12:00 AM - National Velvet (1944) - I'm overdue to watch this family classic again, so I'll leave the comments to Rooney, who saw the premiere in Birmingham, Alabama, while stationed in nearby Camp Sibert for army training: "It was the first time I'd seen National Velvet, I must confess I was thoroughly charmed" (211). That's kind of my recollection as well. For more on Rooney's young co-star in this one, check out Elizabeth Taylor in National Velvet at The Skeins.

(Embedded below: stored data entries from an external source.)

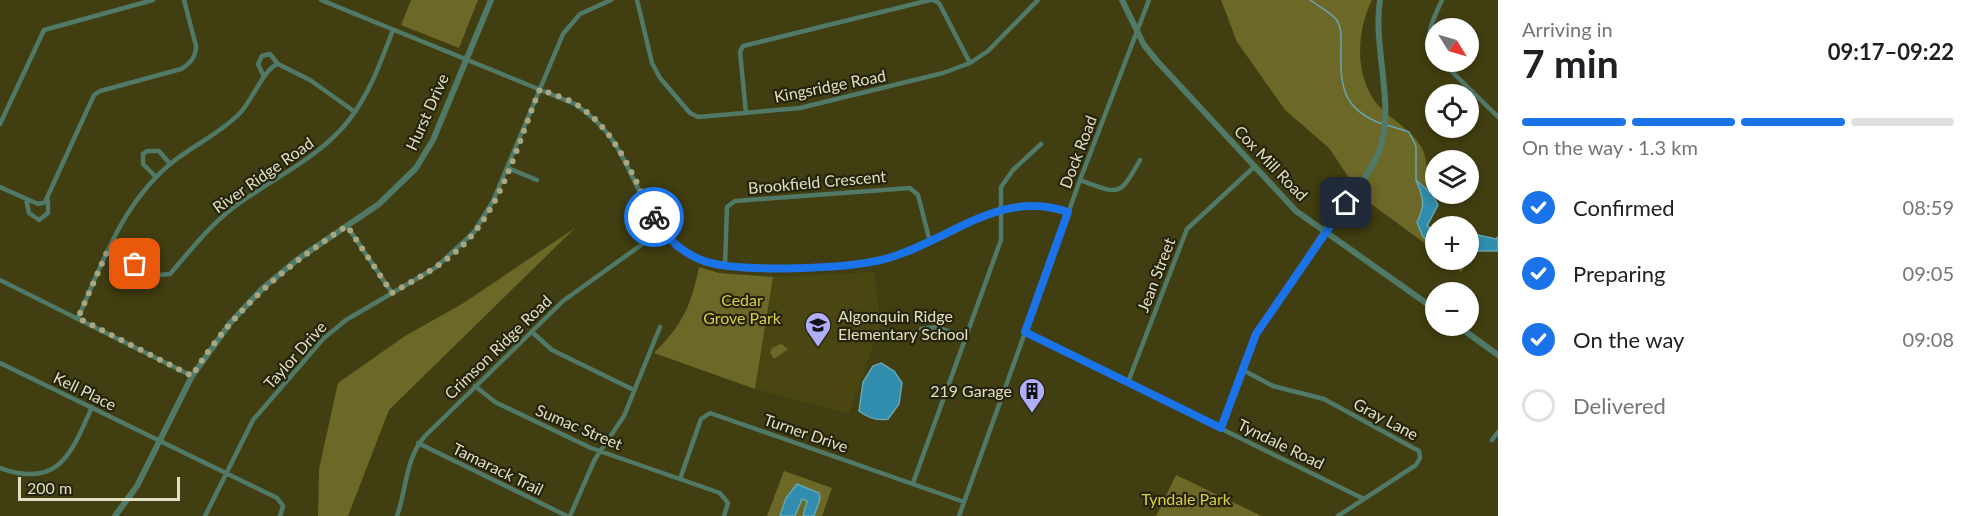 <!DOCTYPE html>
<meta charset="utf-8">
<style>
body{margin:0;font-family:Lato,sans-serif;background:#f6f6f6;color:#202124;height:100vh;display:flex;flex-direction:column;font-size:22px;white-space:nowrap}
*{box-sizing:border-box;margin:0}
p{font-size:20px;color:#757577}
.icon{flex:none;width:33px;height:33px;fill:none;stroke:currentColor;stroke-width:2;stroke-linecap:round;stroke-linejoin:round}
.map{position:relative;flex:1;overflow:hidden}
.sheet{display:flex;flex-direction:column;background:#fff;width:480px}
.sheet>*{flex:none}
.needle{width:39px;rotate:127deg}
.tools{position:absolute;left:1425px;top:18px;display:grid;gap:12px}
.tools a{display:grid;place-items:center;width:54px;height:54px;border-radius:50%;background:#fff;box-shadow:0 3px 9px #0003;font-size:30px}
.scale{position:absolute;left:18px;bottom:15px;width:162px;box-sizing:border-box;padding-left:6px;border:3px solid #e0dfc1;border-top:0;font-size:16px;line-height:21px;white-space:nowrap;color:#e0dfc1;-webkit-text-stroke:4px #26240c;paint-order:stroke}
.pin{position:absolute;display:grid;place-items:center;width:51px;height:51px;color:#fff;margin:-26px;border-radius:12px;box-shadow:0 3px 9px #0006}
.courier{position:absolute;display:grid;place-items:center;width:60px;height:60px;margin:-30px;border:4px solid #1a73e8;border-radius:50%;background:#fff;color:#222;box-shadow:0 2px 8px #0007}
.summary em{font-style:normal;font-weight:700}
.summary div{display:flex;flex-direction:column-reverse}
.summary{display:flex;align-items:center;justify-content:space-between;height:102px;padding:0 24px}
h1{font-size:39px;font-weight:700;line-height:45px}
.bar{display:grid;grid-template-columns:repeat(4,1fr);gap:9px 6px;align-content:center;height:72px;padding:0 24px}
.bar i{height:8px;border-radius:4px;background:#e0e0e0}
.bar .on{background:#1a73e8}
.bar p{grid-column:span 4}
ol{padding:0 24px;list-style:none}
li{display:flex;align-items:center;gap:18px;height:66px}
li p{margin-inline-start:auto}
li .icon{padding:6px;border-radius:50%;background:#1a73e8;color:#fff;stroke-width:4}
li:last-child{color:#757577}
li i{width:33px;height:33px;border:3px solid #e0e0e0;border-radius:50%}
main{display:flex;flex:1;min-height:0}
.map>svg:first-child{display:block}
.built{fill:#494611}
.green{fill:#6c6827}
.water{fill:#318dad;stroke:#66a6b3;stroke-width:1.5}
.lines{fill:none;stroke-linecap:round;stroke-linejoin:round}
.stream{stroke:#66a6b3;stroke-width:1.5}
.minor{stroke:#507967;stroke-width:4.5}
.tertiary{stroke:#507967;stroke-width:6}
.done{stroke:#a8a783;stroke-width:6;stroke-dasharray:0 10.8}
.route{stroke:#1a73e8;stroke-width:8}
.labels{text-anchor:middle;stroke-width:4.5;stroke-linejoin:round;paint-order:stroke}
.street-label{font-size:16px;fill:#e0dfc1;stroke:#26240c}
.park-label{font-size:16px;fill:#d7cd47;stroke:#26240c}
.poi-label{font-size:16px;fill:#e0dfc1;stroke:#26240c;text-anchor:start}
</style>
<main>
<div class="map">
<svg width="1498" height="516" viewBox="0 0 1498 516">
<rect width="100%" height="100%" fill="#413e11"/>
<path class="built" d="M874,272L881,324L849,414L755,389L773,277Z"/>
<path class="green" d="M411,0H478L459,48L401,25Z
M1221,0H1372C1355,34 1354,84 1384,111C1398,124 1414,132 1423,150C1428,163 1427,177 1428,191L1417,181C1423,198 1425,206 1417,222L1430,242L1435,245V251L1355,192L1353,184L1329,148L1285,110L1237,42Z
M575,228L389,410L348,516H318L319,469L338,383L405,336L462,304Z
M1469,251H1473L1469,262L1461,272L1447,260H1468Z
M699,267L719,273L773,277L755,389L654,353C682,325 691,307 699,267Z
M781,344L788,349L774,359L770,353L772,348Z
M784,471L832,488L822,516H767Z
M1176,475L1262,516H1156Z"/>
<path class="water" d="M1416,180L1432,194L1438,205L1427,226L1435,230V245L1423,237L1417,222C1426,205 1423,197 1416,180Z
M1469,233L1496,239L1498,237V251H1469Z
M881,363L894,371L902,383L899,404L888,419C877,421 868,418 859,411L863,382L873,366Z
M797,484L819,493L820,499L814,516H803L807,501L802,499L795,516H780L786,498Z"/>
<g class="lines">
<path class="stream" d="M1310,0C1318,6 1330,12 1336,19C1342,27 1341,38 1341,46C1340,86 1342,109 1382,124
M1387,125L1409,132L1416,146V180"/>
<path class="minor" d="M321,0L575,104C589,114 601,124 611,138C637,175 647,229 688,253C736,281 864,268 915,249C971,228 1006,191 1068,212
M637,0L652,63L660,78L690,113L698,117L800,108L943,73L970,63L988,51L1038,0
M933,0L939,3L970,63
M1436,54C1422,36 1434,18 1442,0
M1442,62L1498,117
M264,77L258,64L262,56L270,54L278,64L310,80L355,112
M746,113L740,52L743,46L930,0
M0,124L44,30L153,0
M508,168L537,180
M156,177L143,164V154L147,151H159L170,164
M1080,180C1120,195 1119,197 1140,160
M0,187L38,204L45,202L94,95L100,91L181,69C190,64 196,56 196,46L184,0
M26,199L29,213L39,220L48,213V200
M347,226L392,293
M107,252L159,275L170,274C189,252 206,230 229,211C268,180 318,160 349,120C370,93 381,61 393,30
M725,265L727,207L735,201L910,188L918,195L930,242
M0,280L192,376
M78,318C102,263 122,205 169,165C191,146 220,134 240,113C252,101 265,67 278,64
M921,329L937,327L965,337
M532,332L552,350L634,390
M1025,332L1364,499
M0,363L277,498L283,506L280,516
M1241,369L1273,386L1324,399L1419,451L1420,458L1416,465L1338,516
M1128,382L1187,229L1254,167
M475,386L495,402L591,448L720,493L728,503L724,516
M1221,428L1256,334L1324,231
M1492,440L1498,432
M418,443L567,516
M0,468C59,489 71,454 92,407
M680,479L701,419L710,413L964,502
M913,483L1001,240V187L1013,170L1041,144
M205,516L253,420L323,339L346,320L435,268L474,232L493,201L563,34L580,14L611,0
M397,516C407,488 405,459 425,436L563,301L662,230
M570,516L595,459L624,416L660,327
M959,516L1080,180L1149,0"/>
<path class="tertiary" d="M1122,0L1144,45L1157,61L1296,211L1436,310
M1324,231C1342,206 1364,184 1377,156C1398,111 1372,49 1380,0
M1458,326L1498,355
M115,516L137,486L192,376L231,322L263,288L298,259L379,204L416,168L433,140L491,0"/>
</g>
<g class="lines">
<path class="done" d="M135,264L107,252L78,318L192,376C231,312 285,266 347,226L392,293C416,279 440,267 460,248C503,208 518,141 540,89C551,94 563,97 574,103C615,127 633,177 654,217"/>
<path class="route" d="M654,217C665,237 682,253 704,261C739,273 848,269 885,259C950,241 999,188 1068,212L1025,332L1221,428L1256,334L1346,203"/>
</g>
<defs>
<g id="school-pin" transform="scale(1.35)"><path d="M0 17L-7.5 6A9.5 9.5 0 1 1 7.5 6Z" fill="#b0aefa" stroke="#26240c"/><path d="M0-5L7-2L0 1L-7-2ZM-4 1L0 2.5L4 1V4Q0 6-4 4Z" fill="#111"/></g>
<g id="building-pin" transform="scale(1.35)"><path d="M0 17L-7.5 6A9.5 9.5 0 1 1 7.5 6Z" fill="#b0aefa" stroke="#26240c"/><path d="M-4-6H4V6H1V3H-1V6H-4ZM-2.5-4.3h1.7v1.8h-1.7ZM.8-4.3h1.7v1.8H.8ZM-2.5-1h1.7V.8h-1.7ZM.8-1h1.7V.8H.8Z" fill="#111"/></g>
</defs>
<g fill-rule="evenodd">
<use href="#school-pin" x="818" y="325"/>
<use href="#building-pin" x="1032" y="391"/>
</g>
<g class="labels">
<g class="street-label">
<text transform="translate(830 86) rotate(-11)" y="6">Kingsridge Road</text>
<text transform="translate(427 112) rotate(-66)" y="6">Hurst Drive</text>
<text transform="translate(1078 152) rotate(-69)" y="6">Dock Road</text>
<text transform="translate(1271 163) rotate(46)" y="6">Cox Mill Road</text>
<text transform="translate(263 175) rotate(-35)" y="6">River Ridge Road</text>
<text transform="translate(817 182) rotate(-5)" y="6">Brookfield Crescent</text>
<text transform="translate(1156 275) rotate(-69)" y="6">Jean Street</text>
<text transform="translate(498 347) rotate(-44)" y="6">Crimson Ridge Road</text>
<text transform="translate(295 355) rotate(-48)" y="6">Taylor Drive</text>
<text transform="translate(85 391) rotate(26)" y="6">Kell Place</text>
<text transform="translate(1386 419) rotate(28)" y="6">Gray Lane</text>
<text transform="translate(579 427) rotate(23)" y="6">Sumac Street</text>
<text transform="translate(806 433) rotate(19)" y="6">Turner Drive</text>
<text transform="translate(1281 444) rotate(26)" y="6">Tyndale Road</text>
<text transform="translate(498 469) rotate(26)" y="6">Tamarack Trail</text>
</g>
<g class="park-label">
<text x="742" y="306">Cedar<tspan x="742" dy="18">Grove Park</tspan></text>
<text x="1186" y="505">Tyndale Park</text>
</g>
<g class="poi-label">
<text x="838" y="322">Algonquin Ridge<tspan x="838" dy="18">Elementary School</tspan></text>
<text x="1012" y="397" text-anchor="end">219 Garage</text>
</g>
</g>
</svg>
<div class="tools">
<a><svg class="needle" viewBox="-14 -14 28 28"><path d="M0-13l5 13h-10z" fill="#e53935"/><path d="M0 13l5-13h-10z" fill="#757577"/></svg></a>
<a><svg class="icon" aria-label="locate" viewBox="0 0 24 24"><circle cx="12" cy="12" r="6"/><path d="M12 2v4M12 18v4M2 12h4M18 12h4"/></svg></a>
<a><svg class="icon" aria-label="layers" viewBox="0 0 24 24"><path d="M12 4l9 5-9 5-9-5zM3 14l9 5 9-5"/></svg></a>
<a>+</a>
<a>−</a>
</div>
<div class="scale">200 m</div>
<div class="pin" style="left:135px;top:264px;background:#ea580c"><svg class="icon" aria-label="bag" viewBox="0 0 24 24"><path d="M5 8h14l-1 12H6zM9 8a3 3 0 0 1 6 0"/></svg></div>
<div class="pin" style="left:1346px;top:203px;background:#1f2937"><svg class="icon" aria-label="home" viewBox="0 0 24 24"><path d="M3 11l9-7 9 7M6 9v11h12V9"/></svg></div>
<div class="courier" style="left:654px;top:217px"><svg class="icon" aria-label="bike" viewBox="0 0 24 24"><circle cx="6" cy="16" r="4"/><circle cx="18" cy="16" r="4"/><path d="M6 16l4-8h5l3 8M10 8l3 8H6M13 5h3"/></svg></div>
</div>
<section class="sheet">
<div class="summary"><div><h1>7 min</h1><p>Arriving in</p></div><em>09:17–09:22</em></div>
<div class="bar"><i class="on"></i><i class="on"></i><i class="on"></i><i></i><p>On the way · 1.3 km</p></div>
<ol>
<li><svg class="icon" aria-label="check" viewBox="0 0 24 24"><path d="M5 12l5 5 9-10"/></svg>Confirmed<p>08:59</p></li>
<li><svg class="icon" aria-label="check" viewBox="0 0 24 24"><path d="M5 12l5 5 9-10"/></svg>Preparing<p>09:05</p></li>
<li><svg class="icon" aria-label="check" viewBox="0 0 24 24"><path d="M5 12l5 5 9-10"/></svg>On the way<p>09:08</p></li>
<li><i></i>Delivered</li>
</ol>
</section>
</main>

2:15 AM - Babes on Broadway (1941) - Mickey and Judy with lots of singing and dancing and Busby Berkeley production numbers. I suspect TCM scheduled it so late at night because of the performance in blackface towards the end, but Rooney is especially good in this one if you can overlook how inappropriate that one scene plays today. Rooney: "On that set, I had more fun than I ever had on a movie, before or since. With Busby Berkeley in the director's chair ... making a movie was always a frenetic thing, but I thrived on it. This is what I was born for" (178).
4:30 AM - A Midsummer Night's Dream (1935) - Shakespeare might not be your thing. I'll admit the dialogue causes me to listen a lot more intently than usual, but Mickey Rooney has to be seen to be believed here. This feels like what you get when you give a 15-year-old a ton of sugar and wait to see what happens. Rooney is no average 15-year-old, so he does Shakespeare and beyond some of the unusual casting of Warner Bros. contract players (Cagney!) his Puck is the absolute main attraction. "So now I was a real actor," Rooney wrote in reflection of Andre Sennwald's positive notice in 1935. "It was official. The New York Times said so" (69).
More on Mickey Rooney at TCM.
He may tell a little too much for the tastes of some, but Mickey Rooney's 1991 autobiography Life Is Too Short is a must-read for fans of this era or these movies.